For mutual funds, it was the shot heard round the world.

A heated debate over whether mutual funds should have an independent chairman came to a head Wednesday, as the Securities and Exchange Commission voted to approve a new rule mandating that fund chairmen can no longer be employees of a fund's management company.

In a nail-biting three-to-two decision, the SEC adopted a rule that will force several thousand funds to reshuffle their governance structure in response to a widespread trading scandal that soiled the reputations of some of the nation's biggest fund houses. Another controversial rule requiring a 75% independent board was also approved

The move strikes a powerful blow to the balance of power at an overwhelming majority of fund companies, including fund giants Fidelity Investments and The Vanguard Group, whose chairmen have aggressively lobbied to maintain their posts.

"The leadership of the independent chairman will be the critical pivot point for avoiding potential conflicts of interest that can in the future lead to new forms of mismanagement, non-compliance and even fraud," said SEC Chairman William Donaldson, at the SEC's open meeting in Washington last week.

Tilting at William

Donaldson's sentiment, however, was not shared by all of his fellow commissioners, most notably Cynthia Glassman, one of the two Republican commissioners on the panel. Glassman argued that the independent chairman rule "will not help investors," and there is potential for "negative consequences." Underpinning her position is the fact that there has been no empirical data to support the claim that funds that have an independent chair perform better, have lower costs or are less susceptible to instances of fraud.

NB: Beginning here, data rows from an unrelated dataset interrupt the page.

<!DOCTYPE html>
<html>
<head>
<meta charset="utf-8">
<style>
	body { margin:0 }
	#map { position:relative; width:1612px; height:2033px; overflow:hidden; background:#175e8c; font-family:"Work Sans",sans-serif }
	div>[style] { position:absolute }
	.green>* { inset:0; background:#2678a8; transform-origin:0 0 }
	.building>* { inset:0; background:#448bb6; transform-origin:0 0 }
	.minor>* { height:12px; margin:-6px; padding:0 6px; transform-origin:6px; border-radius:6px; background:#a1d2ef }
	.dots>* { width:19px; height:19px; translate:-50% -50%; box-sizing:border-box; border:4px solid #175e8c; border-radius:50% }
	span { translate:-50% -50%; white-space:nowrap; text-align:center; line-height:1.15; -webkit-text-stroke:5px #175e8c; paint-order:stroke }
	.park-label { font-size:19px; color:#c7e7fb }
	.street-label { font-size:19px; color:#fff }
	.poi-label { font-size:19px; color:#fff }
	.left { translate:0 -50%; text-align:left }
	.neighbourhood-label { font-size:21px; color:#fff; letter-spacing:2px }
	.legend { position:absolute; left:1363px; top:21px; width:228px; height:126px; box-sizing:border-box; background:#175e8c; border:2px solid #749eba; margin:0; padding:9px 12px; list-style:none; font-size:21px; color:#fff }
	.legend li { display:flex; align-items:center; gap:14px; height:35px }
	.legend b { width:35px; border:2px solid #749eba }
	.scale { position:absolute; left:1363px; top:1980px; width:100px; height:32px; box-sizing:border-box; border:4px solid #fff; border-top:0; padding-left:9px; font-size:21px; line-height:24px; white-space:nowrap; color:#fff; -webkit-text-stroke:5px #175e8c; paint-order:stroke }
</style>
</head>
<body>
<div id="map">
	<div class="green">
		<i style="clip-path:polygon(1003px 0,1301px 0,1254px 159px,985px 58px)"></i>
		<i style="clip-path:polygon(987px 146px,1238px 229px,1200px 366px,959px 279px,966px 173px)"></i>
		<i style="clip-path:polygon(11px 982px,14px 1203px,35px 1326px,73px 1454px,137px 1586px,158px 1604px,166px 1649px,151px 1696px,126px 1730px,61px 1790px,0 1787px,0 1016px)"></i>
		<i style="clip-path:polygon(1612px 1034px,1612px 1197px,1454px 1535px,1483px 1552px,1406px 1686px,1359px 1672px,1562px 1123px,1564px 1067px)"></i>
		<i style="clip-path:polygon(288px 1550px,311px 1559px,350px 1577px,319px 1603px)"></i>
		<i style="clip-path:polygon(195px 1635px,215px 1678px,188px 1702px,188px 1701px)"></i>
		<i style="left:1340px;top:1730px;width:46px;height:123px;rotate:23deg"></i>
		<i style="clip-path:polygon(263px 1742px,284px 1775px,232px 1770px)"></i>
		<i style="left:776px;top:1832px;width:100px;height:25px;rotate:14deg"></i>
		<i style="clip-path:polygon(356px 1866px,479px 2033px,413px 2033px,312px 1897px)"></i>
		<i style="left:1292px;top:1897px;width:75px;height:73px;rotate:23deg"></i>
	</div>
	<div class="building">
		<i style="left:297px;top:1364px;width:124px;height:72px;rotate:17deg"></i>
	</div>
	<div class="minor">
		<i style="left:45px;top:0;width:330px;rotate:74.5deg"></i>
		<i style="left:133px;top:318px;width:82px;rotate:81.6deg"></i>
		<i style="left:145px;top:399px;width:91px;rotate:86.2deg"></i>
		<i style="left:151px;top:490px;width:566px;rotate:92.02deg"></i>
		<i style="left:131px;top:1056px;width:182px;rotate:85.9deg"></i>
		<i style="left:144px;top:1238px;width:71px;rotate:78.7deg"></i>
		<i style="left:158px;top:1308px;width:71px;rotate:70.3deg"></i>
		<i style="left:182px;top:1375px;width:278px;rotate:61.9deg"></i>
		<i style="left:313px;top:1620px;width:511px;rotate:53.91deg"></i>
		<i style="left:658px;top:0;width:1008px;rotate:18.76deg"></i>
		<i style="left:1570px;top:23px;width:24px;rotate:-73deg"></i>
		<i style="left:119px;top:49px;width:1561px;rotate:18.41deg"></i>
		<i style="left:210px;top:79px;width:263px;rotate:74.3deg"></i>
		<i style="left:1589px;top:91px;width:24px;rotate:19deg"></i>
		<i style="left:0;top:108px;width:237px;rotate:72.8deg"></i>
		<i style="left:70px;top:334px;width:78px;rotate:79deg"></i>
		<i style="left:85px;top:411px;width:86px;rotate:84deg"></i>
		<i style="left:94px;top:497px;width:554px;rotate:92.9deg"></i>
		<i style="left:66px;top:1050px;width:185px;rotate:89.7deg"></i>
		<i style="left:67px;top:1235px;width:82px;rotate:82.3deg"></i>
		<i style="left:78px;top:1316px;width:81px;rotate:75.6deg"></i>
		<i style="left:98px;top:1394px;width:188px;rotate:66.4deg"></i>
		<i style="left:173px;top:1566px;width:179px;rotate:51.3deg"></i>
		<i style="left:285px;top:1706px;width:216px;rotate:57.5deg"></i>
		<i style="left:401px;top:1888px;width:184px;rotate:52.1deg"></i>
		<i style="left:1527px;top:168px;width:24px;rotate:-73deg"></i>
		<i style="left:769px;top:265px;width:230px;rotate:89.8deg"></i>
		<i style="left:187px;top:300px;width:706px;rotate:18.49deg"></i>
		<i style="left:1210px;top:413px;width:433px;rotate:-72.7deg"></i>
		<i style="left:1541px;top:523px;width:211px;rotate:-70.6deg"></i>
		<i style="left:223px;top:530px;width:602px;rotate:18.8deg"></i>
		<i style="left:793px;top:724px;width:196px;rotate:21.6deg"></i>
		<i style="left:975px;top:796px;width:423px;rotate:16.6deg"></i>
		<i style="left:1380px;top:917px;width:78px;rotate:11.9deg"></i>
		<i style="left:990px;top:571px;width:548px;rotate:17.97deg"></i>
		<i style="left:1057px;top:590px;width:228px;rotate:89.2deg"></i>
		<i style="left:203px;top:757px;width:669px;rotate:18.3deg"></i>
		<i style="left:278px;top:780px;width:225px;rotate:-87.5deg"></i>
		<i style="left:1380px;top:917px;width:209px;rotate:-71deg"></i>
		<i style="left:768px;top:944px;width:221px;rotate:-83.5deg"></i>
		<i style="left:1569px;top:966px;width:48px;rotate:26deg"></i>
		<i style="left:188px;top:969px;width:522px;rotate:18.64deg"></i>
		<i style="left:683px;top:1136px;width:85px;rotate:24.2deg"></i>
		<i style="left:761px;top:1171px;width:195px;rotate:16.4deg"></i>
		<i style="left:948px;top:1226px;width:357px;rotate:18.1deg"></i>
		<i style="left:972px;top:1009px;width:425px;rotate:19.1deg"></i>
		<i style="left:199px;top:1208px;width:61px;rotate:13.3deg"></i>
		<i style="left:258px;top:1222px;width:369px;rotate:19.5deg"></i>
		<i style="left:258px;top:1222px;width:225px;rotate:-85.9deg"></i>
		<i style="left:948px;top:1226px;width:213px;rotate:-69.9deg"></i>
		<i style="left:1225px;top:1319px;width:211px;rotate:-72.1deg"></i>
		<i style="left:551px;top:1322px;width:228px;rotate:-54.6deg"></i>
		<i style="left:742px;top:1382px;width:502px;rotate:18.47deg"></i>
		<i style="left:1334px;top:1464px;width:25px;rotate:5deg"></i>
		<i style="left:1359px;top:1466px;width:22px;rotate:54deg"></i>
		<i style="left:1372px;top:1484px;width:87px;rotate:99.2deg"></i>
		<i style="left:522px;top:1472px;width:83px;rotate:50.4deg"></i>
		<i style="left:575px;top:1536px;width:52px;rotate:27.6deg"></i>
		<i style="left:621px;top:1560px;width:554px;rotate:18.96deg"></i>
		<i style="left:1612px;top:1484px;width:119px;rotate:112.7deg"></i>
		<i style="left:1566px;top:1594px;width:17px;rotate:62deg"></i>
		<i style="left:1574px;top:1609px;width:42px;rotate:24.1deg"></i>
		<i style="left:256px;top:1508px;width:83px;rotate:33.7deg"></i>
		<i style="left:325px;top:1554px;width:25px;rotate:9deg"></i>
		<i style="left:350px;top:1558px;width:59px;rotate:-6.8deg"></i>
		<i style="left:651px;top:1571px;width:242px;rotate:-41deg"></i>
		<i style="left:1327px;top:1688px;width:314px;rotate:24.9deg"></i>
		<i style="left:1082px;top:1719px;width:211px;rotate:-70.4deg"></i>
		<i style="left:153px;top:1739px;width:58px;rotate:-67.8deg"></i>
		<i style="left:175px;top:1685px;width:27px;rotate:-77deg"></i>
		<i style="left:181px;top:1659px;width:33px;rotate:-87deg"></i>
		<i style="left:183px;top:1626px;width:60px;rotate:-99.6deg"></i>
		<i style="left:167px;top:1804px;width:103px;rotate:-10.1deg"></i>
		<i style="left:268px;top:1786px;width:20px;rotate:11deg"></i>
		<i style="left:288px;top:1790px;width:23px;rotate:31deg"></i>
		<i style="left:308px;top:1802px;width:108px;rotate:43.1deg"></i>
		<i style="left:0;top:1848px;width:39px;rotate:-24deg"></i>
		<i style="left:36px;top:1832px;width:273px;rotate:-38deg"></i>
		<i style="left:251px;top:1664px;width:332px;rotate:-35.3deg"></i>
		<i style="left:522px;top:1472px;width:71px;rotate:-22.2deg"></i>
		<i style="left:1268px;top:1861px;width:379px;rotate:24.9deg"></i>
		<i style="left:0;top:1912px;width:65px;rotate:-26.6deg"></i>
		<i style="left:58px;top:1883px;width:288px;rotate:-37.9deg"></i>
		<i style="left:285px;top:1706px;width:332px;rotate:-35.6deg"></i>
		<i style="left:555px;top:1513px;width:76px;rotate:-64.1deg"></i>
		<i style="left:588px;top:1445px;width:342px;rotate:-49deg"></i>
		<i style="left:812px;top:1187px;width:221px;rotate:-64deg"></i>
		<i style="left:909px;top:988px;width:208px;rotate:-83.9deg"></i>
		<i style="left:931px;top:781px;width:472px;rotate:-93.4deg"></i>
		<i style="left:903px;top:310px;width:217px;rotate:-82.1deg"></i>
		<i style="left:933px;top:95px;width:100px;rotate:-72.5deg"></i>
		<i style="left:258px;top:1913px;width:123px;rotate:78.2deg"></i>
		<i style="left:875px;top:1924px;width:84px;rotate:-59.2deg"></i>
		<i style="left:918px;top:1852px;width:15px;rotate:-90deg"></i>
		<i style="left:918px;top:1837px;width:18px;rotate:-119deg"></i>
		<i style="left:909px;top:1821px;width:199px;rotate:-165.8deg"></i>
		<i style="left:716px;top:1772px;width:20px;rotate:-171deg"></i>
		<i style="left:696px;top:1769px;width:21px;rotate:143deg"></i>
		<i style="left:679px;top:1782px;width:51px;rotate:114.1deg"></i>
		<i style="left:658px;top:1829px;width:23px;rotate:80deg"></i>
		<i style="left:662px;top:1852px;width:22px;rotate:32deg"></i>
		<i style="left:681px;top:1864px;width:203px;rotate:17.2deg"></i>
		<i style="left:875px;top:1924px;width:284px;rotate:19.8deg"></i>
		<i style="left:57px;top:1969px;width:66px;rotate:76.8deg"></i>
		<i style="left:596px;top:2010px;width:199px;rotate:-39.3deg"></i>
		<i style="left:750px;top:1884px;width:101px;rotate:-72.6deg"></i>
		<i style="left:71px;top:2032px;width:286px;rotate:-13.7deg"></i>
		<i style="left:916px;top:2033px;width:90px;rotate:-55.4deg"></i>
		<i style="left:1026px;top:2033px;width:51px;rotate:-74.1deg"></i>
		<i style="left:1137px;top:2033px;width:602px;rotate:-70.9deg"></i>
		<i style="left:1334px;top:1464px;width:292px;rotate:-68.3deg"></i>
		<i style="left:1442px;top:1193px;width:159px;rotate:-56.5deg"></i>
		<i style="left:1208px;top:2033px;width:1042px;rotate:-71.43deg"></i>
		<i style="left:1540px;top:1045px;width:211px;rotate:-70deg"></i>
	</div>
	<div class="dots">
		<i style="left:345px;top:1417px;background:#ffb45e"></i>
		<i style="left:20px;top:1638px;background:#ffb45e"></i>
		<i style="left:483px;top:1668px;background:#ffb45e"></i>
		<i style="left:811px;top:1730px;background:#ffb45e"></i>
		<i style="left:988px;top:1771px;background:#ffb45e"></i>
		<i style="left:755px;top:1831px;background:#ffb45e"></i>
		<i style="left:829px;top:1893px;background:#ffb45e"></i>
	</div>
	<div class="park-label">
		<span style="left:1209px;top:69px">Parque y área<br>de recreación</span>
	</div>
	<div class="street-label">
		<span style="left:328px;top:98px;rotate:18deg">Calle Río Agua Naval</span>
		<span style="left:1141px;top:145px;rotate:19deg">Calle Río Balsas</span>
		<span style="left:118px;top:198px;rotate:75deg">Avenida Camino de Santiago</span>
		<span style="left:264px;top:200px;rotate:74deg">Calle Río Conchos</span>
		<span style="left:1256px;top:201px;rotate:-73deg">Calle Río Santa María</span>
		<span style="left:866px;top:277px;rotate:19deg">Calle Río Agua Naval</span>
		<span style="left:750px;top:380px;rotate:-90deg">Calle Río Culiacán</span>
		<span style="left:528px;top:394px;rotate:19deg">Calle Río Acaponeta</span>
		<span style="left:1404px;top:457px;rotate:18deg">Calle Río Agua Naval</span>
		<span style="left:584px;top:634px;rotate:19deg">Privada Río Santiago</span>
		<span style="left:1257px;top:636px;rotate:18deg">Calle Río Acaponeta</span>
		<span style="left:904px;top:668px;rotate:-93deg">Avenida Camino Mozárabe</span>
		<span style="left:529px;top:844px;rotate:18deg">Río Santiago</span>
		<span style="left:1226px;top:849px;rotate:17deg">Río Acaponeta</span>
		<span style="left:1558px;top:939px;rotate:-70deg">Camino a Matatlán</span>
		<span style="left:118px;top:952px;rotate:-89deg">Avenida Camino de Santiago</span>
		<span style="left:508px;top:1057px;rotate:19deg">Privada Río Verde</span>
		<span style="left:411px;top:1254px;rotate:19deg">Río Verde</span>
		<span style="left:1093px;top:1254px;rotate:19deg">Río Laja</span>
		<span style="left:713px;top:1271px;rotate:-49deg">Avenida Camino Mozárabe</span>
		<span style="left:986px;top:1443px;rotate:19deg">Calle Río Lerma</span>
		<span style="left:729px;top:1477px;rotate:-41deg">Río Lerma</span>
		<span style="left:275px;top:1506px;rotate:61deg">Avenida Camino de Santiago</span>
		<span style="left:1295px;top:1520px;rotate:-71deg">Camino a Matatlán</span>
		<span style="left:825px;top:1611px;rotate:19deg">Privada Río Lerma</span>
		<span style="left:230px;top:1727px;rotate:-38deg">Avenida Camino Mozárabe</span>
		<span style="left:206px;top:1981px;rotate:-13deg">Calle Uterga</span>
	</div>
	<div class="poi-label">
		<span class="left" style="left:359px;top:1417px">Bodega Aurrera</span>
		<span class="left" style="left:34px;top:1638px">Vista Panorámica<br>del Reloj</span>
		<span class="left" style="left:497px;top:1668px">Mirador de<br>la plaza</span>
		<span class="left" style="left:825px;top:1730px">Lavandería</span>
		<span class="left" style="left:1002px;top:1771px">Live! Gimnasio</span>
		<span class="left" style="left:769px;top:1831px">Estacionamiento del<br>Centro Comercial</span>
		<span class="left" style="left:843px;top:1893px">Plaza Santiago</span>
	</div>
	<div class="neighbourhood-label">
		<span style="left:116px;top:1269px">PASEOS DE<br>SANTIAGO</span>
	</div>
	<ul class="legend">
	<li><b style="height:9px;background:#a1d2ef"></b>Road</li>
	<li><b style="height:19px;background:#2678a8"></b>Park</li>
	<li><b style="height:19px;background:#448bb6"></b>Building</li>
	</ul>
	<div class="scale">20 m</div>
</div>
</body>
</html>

Donaldson countered Glassman's argument by saying that empirical evidence is not definitive and that rulemaking should be based on experience, anecdotal evidence and just plain common sense. "Neither logic nor the law says that rulemaking must be grounded in empirical evidence," said Commissioner Harvey Goldschmid, a Democrat who voted in favor of the rule.

Fellow Democrat Roel Campos echoed that sentiment, saying, "There are no empirical studies that are worth much." Overall, the proponents of the rule stressed the importance of getting the right information in the hands of the trustees. Throughout the scandal, it has been revealed that many board members were shielded from information that would have tipped them off to any wrongdoing.

Republican Commissioner Paul Atkins, however, scoffed at the notion that the rule would bring about positive change. "Gut feelings, even if dressed up as common sense or logic, are not sufficient grounds for reorganizing the boardroom," he said. "I'm concerned we're digging for fool's gold." He pointed out that tainted fund firms Putnam Investments, Bank One and Bank of America each had an independent chairman in place when the improper market timing and illegal late trading took place. Ultimately, it was Donaldson's vote that broke the deadlock between the Republican and Democratic commissioners.

Gaming the Cost

Another concern of the opposed was the additional cost that would come along with sweeping the boardroom floor of interested chairmen. Glassman questioned the merits of asking 80% of the fund industry to change its governance structure and requiring the shareholders to pay for it. "There is a countervailing pressure at work," Glassman said, adding, "The benefits are illusory, but the costs are real."

John Buckingham, portfolio manager of the $261 million Al Frank Fund, believes that the SEC is headed down the wrong path with the independence rule. "It's a big mistake," Buckingham said. "You're going to have less-informed people running mutual funds, and it's going to cost more money."

Rather, he favors letting the market dictate what is ultimately the right thing to do for the industry. "Shareholders can vote with their feet. We've already seen that with Janus having huge outflows." Buckingham also noted that 2004 is an election year, suggesting that regulators and politicians have to appear like they are doing something to combat the bad guys who stole money from the little guys.

Others had a more evenhanded response. "I don't think the cost will be oppressively burdensome," said Mark Perlow, an investment management attorney and partner at law firm Kirkpatrick & Lockhart. "But to do the job right, independent chairs will have to commit more time through more communication with management. And it's only fair that this person receive additional compensation."

"It will be a small cost in relation to all the potential good it can bring to investors if independent boards actually negotiate on behalf of investors' interest," said Gary Gensler, former undersecretary of the Department of the Treasury and author of The Great Mutual Fund Trap. "Much greater cost is the $100 billion of excess fees that are now bearing down on investors."

Although he acknowledged that this is a significant governance reform and that it addresses an "obvious and inherent conflict of interest," Gensler conceded that it is by no means a silver bullet. In order to make further strides on the governance front, he said that Congress needs to step in and more clearly define the independence of those directors and their actual duties.

Several Republican legislators on Capitol Hill applauded the SEC's action, including House Financial Services Chairman Michael Oxley (R-Ohio), Richard Baker (R-La.) and Sen. Peter Fitzgerald (R-Ill.)."There will be a new tone at the top," Fitzgerald said. "The result will be lower fees for investors because fund boards will negotiate harder."

The independent chairman rule will take effect some time during late 2005.